__PROVIDED ENTRIES__:
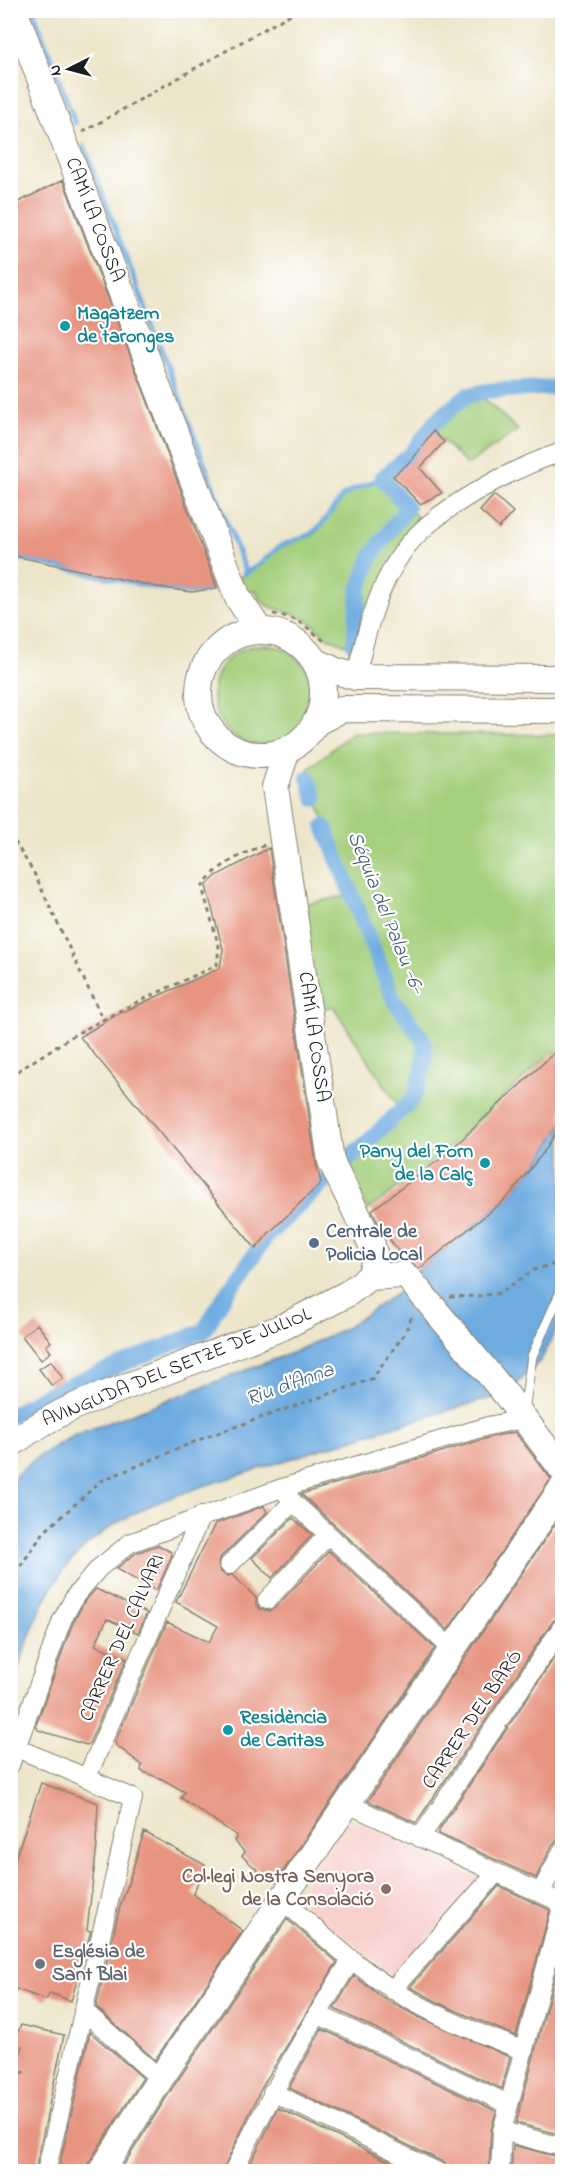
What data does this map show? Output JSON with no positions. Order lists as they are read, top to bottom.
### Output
{
  "streets": {
    "main road": ["CAMÍ LA COSSA", "AVINGUDA DEL SETZE DE JULIOL"],
    "street": ["CARRER DEL CALVARI", "CARRER DEL BARÓ"]
  },
  "crossings": [
    ["CAMÍ LA COSSA", "AVINGUDA DEL SETZE DE JULIOL"]
  ],
  "water": ["Séquia del Palau -6-", "Riu d'Anna"],
  "places": [
    "Magatzem de taronges",
    "Pany del Forn de la Calç",
    "Centrale de Policia Local",
    "Residència de Caritas",
    "Col·legi Nostra Senyora de la Consolació",
    "Església de Sant Blai"
  ],
  "north": "left"
}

__EXERCISE INSTRUCTIONS__:
Your reply should hold only the records, duplicated exactly, without any image.

__RESULT FOR THIS EXERCISE__:
What data does this map show? Output JSON with no positions. Order lists as they are read, top to bottom.
### Output
{
  "streets": {
    "main road": ["CAMÍ LA COSSA", "AVINGUDA DEL SETZE DE JULIOL"],
    "street": ["CARRER DEL CALVARI", "CARRER DEL BARÓ"]
  },
  "crossings": [
    ["CAMÍ LA COSSA", "AVINGUDA DEL SETZE DE JULIOL"]
  ],
  "water": ["Séquia del Palau -6-", "Riu d'Anna"],
  "places": [
    "Magatzem de taronges",
    "Pany del Forn de la Calç",
    "Centrale de Policia Local",
    "Residència de Caritas",
    "Col·legi Nostra Senyora de la Consolació",
    "Església de Sant Blai"
  ],
  "north": "left"
}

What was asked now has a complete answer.